→ **What this task involves**:
Tally the lines containing "speed" in this data. Respond with the tally alone.

** Input records follows **

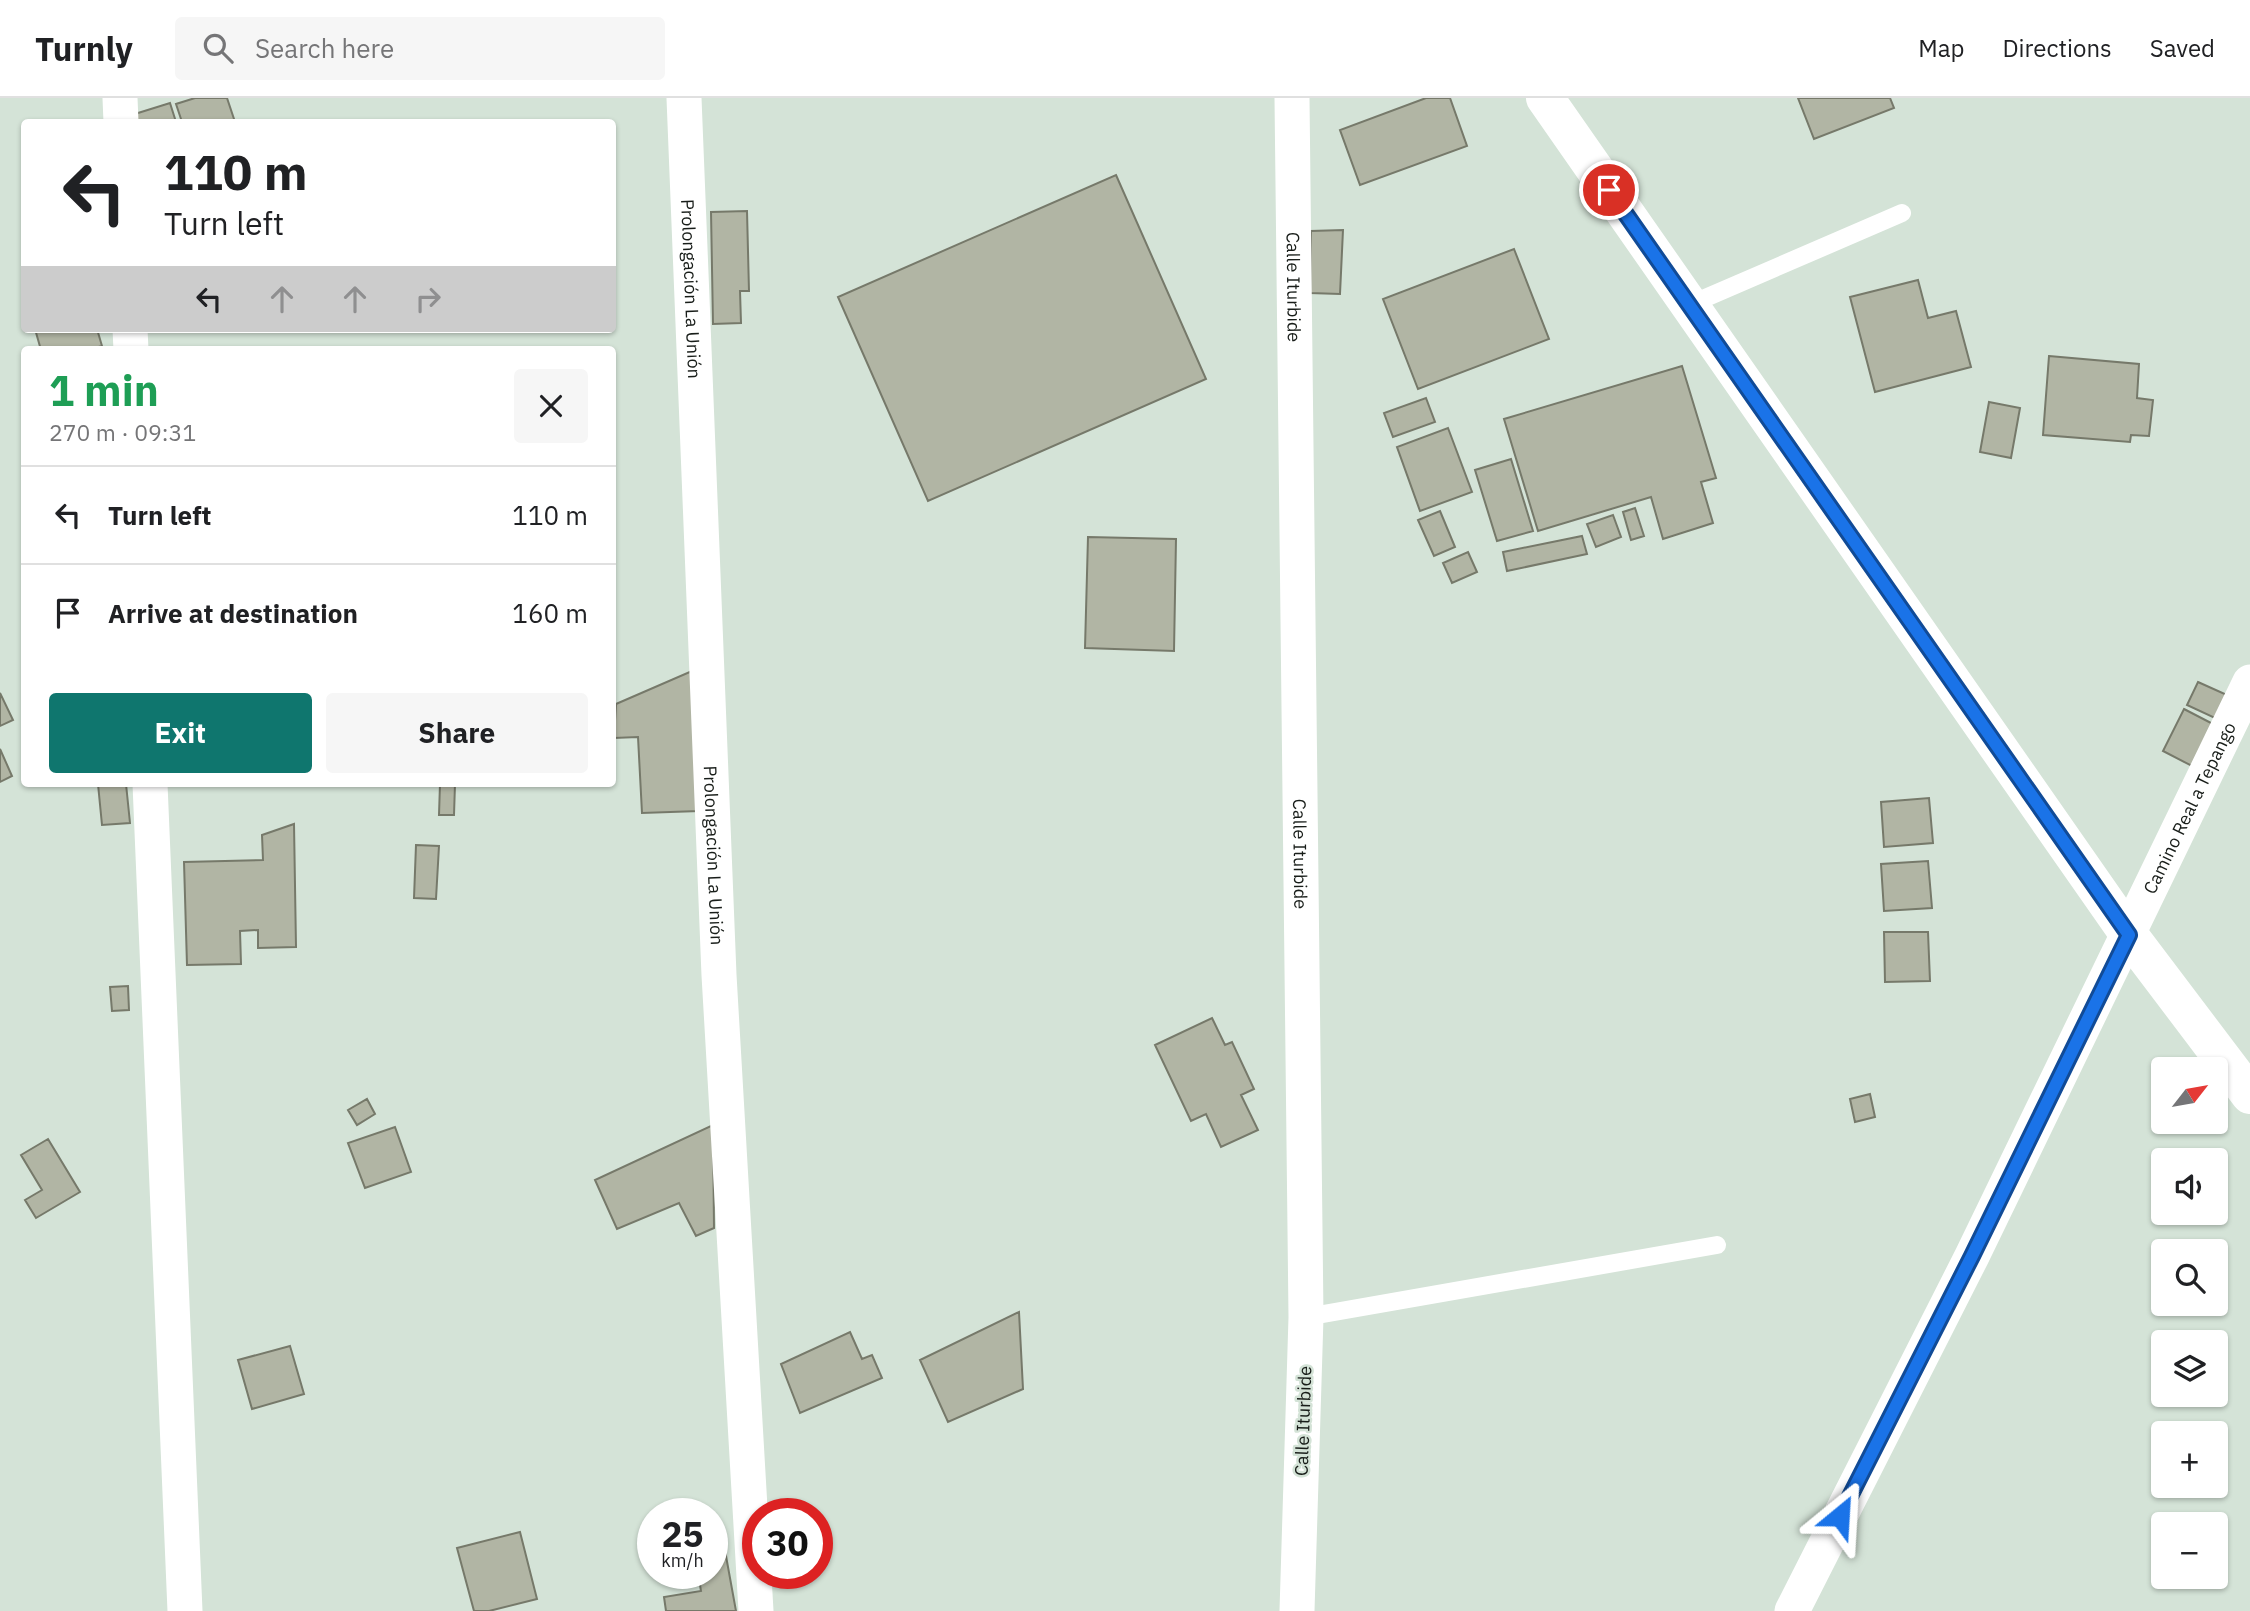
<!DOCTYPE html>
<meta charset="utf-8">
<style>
body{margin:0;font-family:"IBM Plex Sans",sans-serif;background:#f6f6f6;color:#202124;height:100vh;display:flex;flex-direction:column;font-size:26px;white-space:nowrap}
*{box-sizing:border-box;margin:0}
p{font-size:23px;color:#757577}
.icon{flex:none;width:38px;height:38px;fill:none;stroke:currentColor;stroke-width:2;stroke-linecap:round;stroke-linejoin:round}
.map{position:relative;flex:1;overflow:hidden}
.sheet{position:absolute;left:21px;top:248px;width:595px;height:441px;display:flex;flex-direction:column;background:#fff;border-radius:7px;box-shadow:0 2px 5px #0004}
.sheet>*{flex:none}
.guide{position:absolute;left:21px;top:21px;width:595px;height:214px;border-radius:7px;box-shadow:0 2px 5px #0004;background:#fff;color:#202124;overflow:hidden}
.needle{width:46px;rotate:59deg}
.fabs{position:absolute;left:2151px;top:959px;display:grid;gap:14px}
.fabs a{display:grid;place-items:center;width:77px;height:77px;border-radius:7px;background:#fff;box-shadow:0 2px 5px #0004;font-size:35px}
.speed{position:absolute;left:637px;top:1400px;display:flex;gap:14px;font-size:35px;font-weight:700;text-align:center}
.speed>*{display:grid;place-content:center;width:91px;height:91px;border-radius:50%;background:#fff;box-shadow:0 2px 5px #0004;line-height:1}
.speed small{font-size:18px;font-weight:400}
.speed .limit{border:10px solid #d22;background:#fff;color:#111}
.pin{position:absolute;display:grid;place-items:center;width:60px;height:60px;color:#fff;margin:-30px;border:4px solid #fff;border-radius:50%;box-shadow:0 2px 7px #0007}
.me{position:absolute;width:77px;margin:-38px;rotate:27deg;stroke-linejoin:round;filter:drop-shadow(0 0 5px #0008)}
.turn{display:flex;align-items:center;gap:24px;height:147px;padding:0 28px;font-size:32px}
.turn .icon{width:91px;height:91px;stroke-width:2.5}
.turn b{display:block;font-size:49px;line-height:60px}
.lanes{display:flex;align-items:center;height:66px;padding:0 28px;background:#0003;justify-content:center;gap:35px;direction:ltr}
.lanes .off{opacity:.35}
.round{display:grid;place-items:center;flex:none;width:74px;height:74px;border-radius:7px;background:#f6f6f6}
.head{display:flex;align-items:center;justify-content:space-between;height:119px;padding:0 28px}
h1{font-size:42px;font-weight:700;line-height:52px;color:#1e9e55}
.button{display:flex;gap:14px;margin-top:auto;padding:14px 28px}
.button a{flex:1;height:80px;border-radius:7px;background:#0f766e;color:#fff;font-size:28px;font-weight:700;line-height:80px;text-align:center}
.button a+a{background:#f6f6f6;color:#202124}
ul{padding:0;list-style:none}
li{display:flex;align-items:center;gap:21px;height:98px;padding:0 28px;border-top:2px solid #e0e0e0}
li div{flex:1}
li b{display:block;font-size:26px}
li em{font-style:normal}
header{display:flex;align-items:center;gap:42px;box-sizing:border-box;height:98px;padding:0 35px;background:#fff;border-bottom:2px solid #e0e0e0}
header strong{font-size:33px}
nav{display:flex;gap:38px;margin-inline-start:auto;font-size:24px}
.search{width:490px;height:63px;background:#f6f6f6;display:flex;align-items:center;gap:18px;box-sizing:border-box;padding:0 24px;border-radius:7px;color:#757577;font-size:26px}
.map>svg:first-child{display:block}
.building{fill:#b1b5a4;stroke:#76796a;stroke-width:2}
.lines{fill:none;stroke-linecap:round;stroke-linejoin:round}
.service{stroke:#fff;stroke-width:18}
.minor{stroke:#fff;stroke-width:35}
.tertiary{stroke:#fff;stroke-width:38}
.route-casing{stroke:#114b97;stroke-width:18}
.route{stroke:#1a73e8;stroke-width:12}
.labels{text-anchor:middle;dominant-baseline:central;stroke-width:5;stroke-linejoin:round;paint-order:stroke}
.street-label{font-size:18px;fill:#181d19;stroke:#d4e3d7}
</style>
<header>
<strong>Turnly</strong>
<div class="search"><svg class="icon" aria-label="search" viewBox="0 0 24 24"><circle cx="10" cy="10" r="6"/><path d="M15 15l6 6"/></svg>Search here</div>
<nav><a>Map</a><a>Directions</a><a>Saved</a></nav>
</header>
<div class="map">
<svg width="2250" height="1513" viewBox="0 0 2250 1513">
<rect width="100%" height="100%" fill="#d4e3d7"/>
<path class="building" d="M 195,0 L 227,0 L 235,24 L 182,24 L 176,6 Z
M 1426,0 L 1450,0 L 1467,48 L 1360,87 L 1340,32 Z
M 1798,0 L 1890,0 L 1894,10 L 1814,41 Z
M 170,5 L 176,24 L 123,24 L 122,20 Z
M 1116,77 L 1206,281 L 928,403 L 838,199 Z
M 747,113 L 749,193 L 740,193 L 741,225 L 713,226 L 711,114 Z
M 1343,132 L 1340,196 L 1310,195 L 1311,133 Z
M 1514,151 L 1549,241 L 1418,291 L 1383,201 Z
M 1918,182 L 1928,220 L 1956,213 L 1971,269 L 1875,294 L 1850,199 Z
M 35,231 L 97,231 L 102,248 L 88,252 L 41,252 Z
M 2049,258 L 2139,266 L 2137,300 L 2153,302 L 2149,338 L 2131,337 L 2130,344 L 2043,337 Z
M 1682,268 L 1716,380 L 1701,384 L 1713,425 L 1663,441 L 1651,399 L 1538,433 L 1504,321 Z
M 1426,300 L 1435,324 L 1393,339 L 1384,315 Z
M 1989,304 L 2020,310 L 2011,360 L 1980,354 Z
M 1448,330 L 1472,394 L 1420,413 L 1397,349 Z
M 1511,361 L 1533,433 L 1497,443 L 1475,372 Z
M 1635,410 L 1644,438 L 1631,442 L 1623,414 Z
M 1440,413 L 1455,449 L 1434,458 L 1418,422 Z
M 1613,417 L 1621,439 L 1596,449 L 1587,426 Z
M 1582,438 L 1587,456 L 1507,473 L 1503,454 Z
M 1088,439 L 1176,441 L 1174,553 L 1085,550 Z
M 1468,454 L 1477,474 L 1452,485 L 1443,465 Z
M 692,573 L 699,713 L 642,715 L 638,639 L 614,640 L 616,606 Z
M 2198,584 L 2227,597 L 2217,621 L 2187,607 Z
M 0,595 L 13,622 L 0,628 Z
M 2184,611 L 2213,626 L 2192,668 L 2163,653 Z
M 0,651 L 12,678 L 0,684 Z
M 98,686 L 126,686 L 130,725 L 102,727 Z
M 440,686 L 455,686 L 454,717 L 439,717 Z
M 1929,700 L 1933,745 L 1884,749 L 1881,704 Z
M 294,726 L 296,849 L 258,850 L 258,832 L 240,833 L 241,866 L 187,867 L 184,764 L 263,762 L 262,737 Z
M 416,747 L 439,748 L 436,801 L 414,800 Z
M 1928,763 L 1932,810 L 1884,813 L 1881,766 Z
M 1884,834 L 1928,834 L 1930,883 L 1885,884 Z
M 128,888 L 129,912 L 112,913 L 110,889 Z
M 1212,920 L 1225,947 L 1232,944 L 1254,991 L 1241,997 L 1258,1032 L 1221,1049 L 1206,1016 L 1191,1023 L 1155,947 Z
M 1870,996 L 1875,1019 L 1855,1024 L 1850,1001 Z
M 367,1001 L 375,1016 L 357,1027 L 348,1012 Z
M 713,1027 L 714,1130 L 696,1138 L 679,1105 L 617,1131 L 595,1082 Z
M 395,1029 L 411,1074 L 365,1090 L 348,1045 Z
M 48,1041 L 80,1094 L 36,1120 L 25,1102 L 42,1092 L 21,1057 Z
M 1019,1214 L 1023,1291 L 948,1324 L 920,1262 Z
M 850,1234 L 862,1261 L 872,1257 L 882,1280 L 800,1315 L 781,1266 Z
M 290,1248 L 304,1296 L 252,1311 L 238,1262 Z
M 520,1434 L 537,1501 L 489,1513 L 474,1513 L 457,1450 Z
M 724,1447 L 736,1513 L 666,1513 L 664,1499 L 701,1493 L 698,1475 L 712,1475 L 712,1449 Z"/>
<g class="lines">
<path class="service" d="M 1689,207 L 1902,115
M 1306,1219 L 1717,1147"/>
<g class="minor">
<path d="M 120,0 L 121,24"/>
<path id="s1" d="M 684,0 L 719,877 L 756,1513"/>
<path id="s2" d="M 1292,0 L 1306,1219 L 1297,1513"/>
<path d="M 130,231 L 131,252"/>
<path d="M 150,686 L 185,1513"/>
<path id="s3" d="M 1792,1513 L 1972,1158 L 2250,584"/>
</g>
<path class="tertiary" d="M 1545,0 L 2129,837 L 2250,997"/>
</g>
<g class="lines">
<g class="route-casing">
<path id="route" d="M 1609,92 L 2129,837 L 1972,1158 L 1840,1418"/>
</g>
<use href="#route" class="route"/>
</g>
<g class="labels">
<g class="street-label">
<text stroke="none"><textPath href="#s1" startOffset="191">Prolongación La Unión</textPath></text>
<text stroke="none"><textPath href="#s2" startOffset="189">Calle Iturbide</textPath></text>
<text stroke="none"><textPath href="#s3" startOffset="896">Camino Real a Tepango</textPath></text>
<text stroke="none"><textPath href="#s1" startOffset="758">Prolongación La Unión</textPath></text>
<text stroke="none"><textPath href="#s2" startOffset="756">Calle Iturbide</textPath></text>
<text transform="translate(1303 1323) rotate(-88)">Calle Iturbide</text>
</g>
</g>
</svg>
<div class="fabs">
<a><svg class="needle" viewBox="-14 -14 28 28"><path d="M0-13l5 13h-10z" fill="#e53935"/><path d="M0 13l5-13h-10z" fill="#757577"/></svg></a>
<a><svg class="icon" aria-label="sound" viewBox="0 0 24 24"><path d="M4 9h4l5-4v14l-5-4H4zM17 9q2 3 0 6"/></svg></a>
<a><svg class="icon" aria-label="search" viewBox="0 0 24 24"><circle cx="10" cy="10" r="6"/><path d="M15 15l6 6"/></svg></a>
<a><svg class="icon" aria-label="layers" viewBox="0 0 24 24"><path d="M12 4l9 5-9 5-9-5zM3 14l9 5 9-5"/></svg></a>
<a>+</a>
<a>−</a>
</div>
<div class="speed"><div>25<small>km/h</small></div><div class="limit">30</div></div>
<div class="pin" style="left:1609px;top:92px;background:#d93025"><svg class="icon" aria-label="arrive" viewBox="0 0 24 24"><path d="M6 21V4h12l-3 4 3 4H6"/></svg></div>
<svg class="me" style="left:1840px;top:1418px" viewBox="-20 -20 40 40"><path d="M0-17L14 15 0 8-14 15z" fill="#1a73e8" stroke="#fff" stroke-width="4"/></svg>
<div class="guide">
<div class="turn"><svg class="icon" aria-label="left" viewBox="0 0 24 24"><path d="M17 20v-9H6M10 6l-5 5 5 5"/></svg><div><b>110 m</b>Turn left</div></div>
<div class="lanes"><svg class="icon" aria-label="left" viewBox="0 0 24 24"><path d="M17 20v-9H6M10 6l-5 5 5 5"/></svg><svg class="icon off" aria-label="ahead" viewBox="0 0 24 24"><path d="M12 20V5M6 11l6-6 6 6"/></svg><svg class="icon off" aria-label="ahead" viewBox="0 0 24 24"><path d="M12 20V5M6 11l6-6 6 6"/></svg><svg class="icon off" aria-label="right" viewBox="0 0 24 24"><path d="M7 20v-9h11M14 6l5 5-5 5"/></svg></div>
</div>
<section class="sheet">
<div class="head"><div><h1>1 min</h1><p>270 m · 09:31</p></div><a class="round"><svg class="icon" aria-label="close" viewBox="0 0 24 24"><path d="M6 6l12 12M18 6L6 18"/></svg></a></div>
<ul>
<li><svg class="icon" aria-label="left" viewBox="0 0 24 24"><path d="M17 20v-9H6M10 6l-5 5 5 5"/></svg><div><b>Turn left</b></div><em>110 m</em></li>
<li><svg class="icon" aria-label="arrive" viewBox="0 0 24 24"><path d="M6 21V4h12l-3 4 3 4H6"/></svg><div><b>Arrive at destination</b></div><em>160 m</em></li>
</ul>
<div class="button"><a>Exit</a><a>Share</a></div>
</section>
</div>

** End of Input records **

→ **Solution below**:
5